Publisher: Marshall Cavendish, 2008, 168 pages
ISBN: 0-462-09932-6
Keywords: Marketing
A call to arms for a new way of doing business.
The vikings used to drink from the skulls of their enemies.
Now they sell furnitures in flat boxes.
They took a civilization based on pillaging, plundering and narcotic mushrooms and gave us the Nobel Prize, IKEA, Ericsson, Lego and Absolut. With a population of just about 20 million for Sweden, Denmark, Norway and Iceland, today's Viking only account for 0.3 per cent of the world's population, yet produce a whopping 3 per cent of all world exports. Scandinavian products are first-rate, but it is their brands that have swept the world.
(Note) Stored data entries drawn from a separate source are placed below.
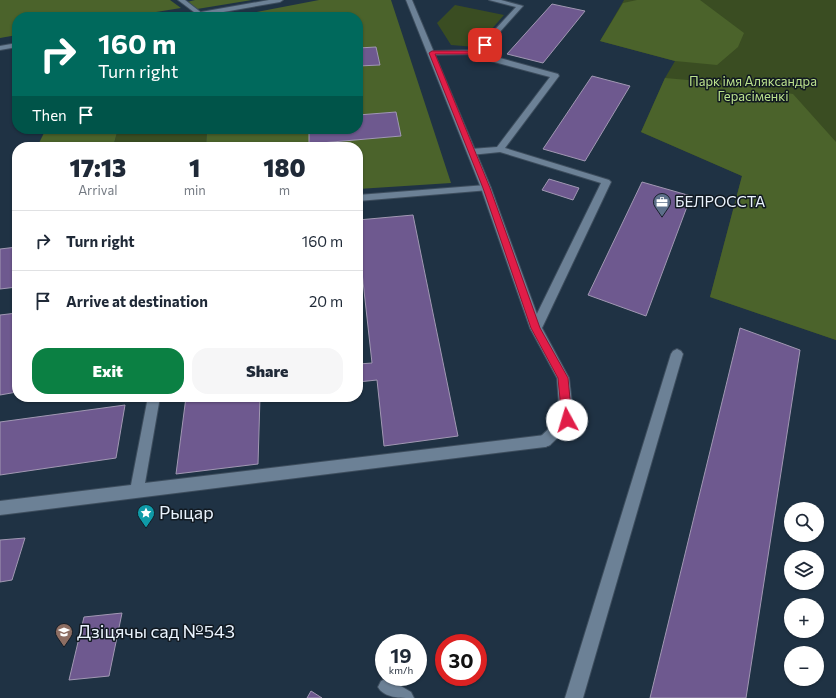 <!DOCTYPE html>
<html lang="en">
<head>
<meta charset="utf-8">
<style>
  :root { --surface:#fff; --page:#f6f6f7; --text:#1f2937; --muted:#747a83; --line:#e0e1e3; --accent:#0b8043 }
  body { margin:0; font-family:Commissioner,sans-serif; background:var(--page); color:var(--text); height:100vh; display:flex; flex-direction:column; font-size:15px; white-space:nowrap }
  * { box-sizing:border-box; margin:0 }
  p { font-size:13px; color:var(--muted) }
  .icon { flex:none; width:22px; height:22px; fill:none; stroke:currentColor; stroke-width:2; stroke-linecap:round; stroke-linejoin:round }
  .map { position:relative; flex:1; overflow:hidden }
  .side { position:absolute; left:12px; top:142px; width:351px; height:260px; display:flex; flex-direction:column; background:var(--surface); border-radius:16px; box-shadow:0 1px 3px #0004 }
  .side>* { flex:none }
  .hud { position:absolute; left:12px; top:12px; width:351px; height:122px; border-radius:16px; box-shadow:0 1px 3px #0004; background:#00695c; color:#fff; overflow:hidden }
  .controls { position:absolute; left:784px; top:502px; display:grid; gap:8px }
  .controls a { display:grid; place-items:center; width:40px; height:40px; border-radius:50%; background:var(--surface); box-shadow:0 1px 3px #0004; font-size:20px }
  .speed { position:absolute; left:375px; top:634px; display:flex; gap:8px; font-size:20px; font-weight:700; text-align:center }
  .speed>* { display:grid; place-content:center; width:52px; height:52px; border-radius:50%; background:var(--surface); box-shadow:0 1px 3px #0004; line-height:1 }
  .speed small { font-size:10px; font-weight:400 }
  .speed .limit { border:6px solid #d22; background:#fff; color:#111 }
  .pin { position:absolute; display:grid; place-items:center; width:34px; height:34px; color:#fff; margin:-17px; border-radius:8px; box-shadow:0 2px 6px #0006 }
  .me { position:absolute; width:44px; margin:-22px; rotate:354deg; stroke-linejoin:round; filter:drop-shadow(0 0 3px #0008) }
  .turn { display:flex; align-items:center; gap:14px; height:84px; padding:0 20px; font-size:18px }
  .turn .icon { width:52px; height:52px; stroke-width:2.5 }
  .turn b { display:block; font-size:28px; line-height:34px }
  .then { display:flex; align-items:center; height:38px; padding:0 20px; background:#0003; gap:8px; font-size:15px }
  .eta { display:flex; justify-content:space-evenly; align-items:center; height:68px; text-align:center }
  .eta b { font-size:24px; font-weight:800; line-height:28px }
  .cta { display:flex; gap:8px; margin-top:auto; padding:8px 20px }
  .cta a { flex:1; height:46px; border-radius:16px; background:var(--accent); color:#fff; font-size:16px; font-weight:800; line-height:46px; text-align:center }
  .cta a+a { background:var(--page); color:var(--text) }
  ul { padding:0; list-style:none }
  li { display:flex; align-items:center; gap:12px; height:60px; padding:0 20px; border-top:1px solid var(--line) }
  li div { flex:1 }
  li b { display:block; font-size:15px }
  li em { font-style:normal }
  .map>svg:first-child { display:block }
</style>
</head>
<body>
<div class="map">
<svg width="836" height="698" viewBox="0 0 836 698">
  <rect width="100%" height="100%" fill="#1f3244"/>
  <path fill="#3a4d22" d="M624 0H836V340L710 297 742 176 641 132 665 78 675 61 600 41Z
    M455 5 504 15 476 47 451 45 437 23Z
    M118 129H207L206 147H113Z"/>
  <path fill="#4b632b" d="M0 0H170L181 8 125 17H17V35L0 38Z
    M195 0H252L197 9 187 2Z
    M319 0H391L451 183 358 189V147H206L207 129H309L310 144 401 136 396 112 358 115V66L380 65 376 47 358 48V17H231Z
    M637 0H700L744 33 738 47 717 65 675 61 600 41 623 3Z
    M665 78 722 83 793 94 836 142V340L710 297 742 176 641 132Z
    M46 129H118L113 147H37Z"/>
  <path fill="#6e598f" stroke="#a198b3" d="M552 4 585 11 543 63 507 54Z
    M376 47 380 65 358 66V48Z
    M592 76 630 86 585 161 543 149Z
    M396 112 401 136 309 144V129H358V115Z
    M549 179 579 188 573 200 542 190Z
    M642 182 691 196 646 316 588 295Z
    M413 215 458 436 384 446 377 380 358 382V364L372 363 358 236V220Z
    M17 247V287L0 289V249Z
    M17 313V392L0 395V315Z
    M740 328 800 350 746 698H650Z
    M186 397H260L258 464 176 474Z
    M125 405 116 458 0 475V422Z
    M25 538 12 580 0 582V540Z
    M122 613 109 676 69 680 84 617Z
    M311 691 322 698H307Z"/>
  <g fill="none" stroke-linecap="round" stroke-linejoin="round">
    <defs>
      <path id="lane" d="M178 0H185L203 14 198 15Z
        M489 0H501L523 6 482 52 489 55 558 74 559 76 505 148 609 180 611 182 542 328 540 331 536 333 532 331 530 328 601 183 500 152 471 155 467 152 471 149 497 147 550 77 483 59 477 54 429 55 428 53 432 51 476 50 516 7Z
        M486 185 489 186 491 188 489 190 358 201V195Z
        M677 349 681 351 683 354 583 698H565L671 354 673 351Z
        M148 397H160L145 483 545 435 550 437 552 441 550 445 545 447 0 515V501L131 485Z
        M387 678 411 692 414 698C400 698 384 698 378 687L381 681Z"/>
      <path id="street" d="M269 0H283L280 2 195 17H181L184 15Z
        M406 0H412L491 188 542 328 569 378 574 420 572 424 550 445 545 447 540 445 538 441 540 437 560 418 557 378 530 328 481 188Z
        M17 43V47L0 50V46Z"/>
    </defs>
    <use href="#lane" stroke="#3d4d5d" stroke-width="2"/>
    <use href="#street" stroke="#3d4d5d" stroke-width="2"/>
    <use href="#lane" fill="#6c8196" fill-rule="evenodd"/>
    <use href="#street" fill="#6c8196" fill-rule="evenodd"/>
  </g>
  <path fill="#e11d48" stroke="#92132f" d="M485 43 488 45 478 54H435L490 188 540 328 568 378 572 420 571 423 567 424 563 423 562 420 558 378 531 328 483 188 429 53 432 51H477Z"/>
  <defs>
    <symbol id="office-pin" viewBox="-11 -11 22 30"><path d="M0 17L-7.5 6A9.5 9.5 0 1 1 7.5 6Z" fill="#5c6f8a" stroke="#111921"/><path d="M-6-3h4V-5.5h4V-3h4V5H-6ZM-1-4.5V-3h2v-1.5ZM-6 0V1H6V0Z" fill="#fff"/></symbol>
    <symbol id="sight-pin" viewBox="-11 -11 22 30"><path d="M0 17L-7.5 6A9.5 9.5 0 1 1 7.5 6Z" fill="#0f9aa8" stroke="#111921"/><path d="M0-6L1.8-2.2L6-1.7L2.9 1.2L3.7 5.4L0 3.3L-3.7 5.4L-2.9 1.2L-6-1.7L-1.8-2.2Z" fill="#fff"/></symbol>
    <symbol id="school-pin" viewBox="-11 -11 22 30"><path d="M0 17L-7.5 6A9.5 9.5 0 1 1 7.5 6Z" fill="#8d6e63" stroke="#111921"/><path d="M0-5L7-2L0 1L-7-2ZM-4 1L0 2.5L4 1V4Q0 6-4 4Z" fill="#fff"/></symbol>
  </defs>
  <g fill-rule="evenodd">
    <use href="#office-pin" x="652" y="192" width="20" height="27"/>
    <use href="#sight-pin" x="136" y="503" width="20" height="27"/>
    <use href="#school-pin" x="54" y="622" width="20" height="27"/>
  </g>
  <g text-anchor="middle" stroke-width="3" stroke-linejoin="round" paint-order="stroke">
    <g font-size="13" fill="#bce28e" stroke="#111921">
      <text x="753" y="86">Парк імя Аляксандра<tspan x="753" dy="15">Герасіменкі</tspan></text>
    </g>
    <g font-size="15" fill="#eaf3fd" stroke="#111921" text-anchor="start">
      <text x="675" y="207">БЕЛРОССТА</text>
    </g>
    <g font-size="18" fill="#eaf3fd" stroke="#111921" text-anchor="start">
      <text x="159" y="519">Рыцар</text>
      <text x="77" y="638">Дзіцячы сад №543</text>
    </g>
  </g>
</svg>
<div class="controls">
<a><svg class="icon" aria-label="search" viewBox="0 0 24 24"><circle cx="10" cy="10" r="6"/><path d="M15 15l6 6"/></svg></a>
<a><svg class="icon" aria-label="layers" viewBox="0 0 24 24"><path d="M12 4l9 5-9 5-9-5zM3 14l9 5 9-5"/></svg></a>
<a>+</a>
<a>−</a>
</div>
<div class="speed"><div>19<small>km/h</small></div><div class="limit">30</div></div>
<div class="pin" style="left:485px;top:45px;background:#d93025"><svg class="icon" aria-label="arrive" viewBox="0 0 24 24"><path d="M6 21V4h12l-3 4 3 4H6"/></svg></div>
<svg class="me" style="left:567px;top:420px" viewBox="-20 -20 40 40"><circle r="19" fill="#fff"/><path d="M0-13L10 11 0 6-10 11z" fill="#e11d48"/></svg>
<div class="hud">
<div class="turn"><svg class="icon" aria-label="right" viewBox="0 0 24 24"><path d="M7 20v-9h11M14 6l5 5-5 5"/></svg><div><b>160 m</b>Turn right</div></div>
<div class="then">Then<svg class="icon" aria-label="arrive" viewBox="0 0 24 24"><path d="M6 21V4h12l-3 4 3 4H6"/></svg></div>
</div>
<section class="side">
<div class="eta">
<div><b>17:13</b><p>Arrival</p></div>
<div><b>1</b><p>min</p></div>
<div><b>180</b><p>m</p></div>
</div>
<ul>
<li><svg class="icon" aria-label="right" viewBox="0 0 24 24"><path d="M7 20v-9h11M14 6l5 5-5 5"/></svg><div><b>Turn right</b></div><em>160 m</em></li>
<li><svg class="icon" aria-label="arrive" viewBox="0 0 24 24"><path d="M6 21V4h12l-3 4 3 4H6"/></svg><div><b>Arrive at destination</b></div><em>20 m</em></li>
</ul>
<div class="cta"><a>Exit</a><a>Share</a></div>
</section>
</div>
</body>
</html>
The violence is gone, but modern Vikings still have an ingenious and slightly blasphemous approach to making a name for their companies, products and causes. The Viking Manifesto explains why advertising doesn't work and why this is good, why competition is nonsense, why reward and punishment are an inferior form of motivation, and why money doesn't make the world go around. It's the method without the madness. It's old, it's new and it works.
The Vikings are back and they mean business.
Well, it was funny at least. Otherwise, it was mostly a book that touched on Guerilla Marketing, and tried to make it into something purely Scandinavian.
Not bad, but not really good either.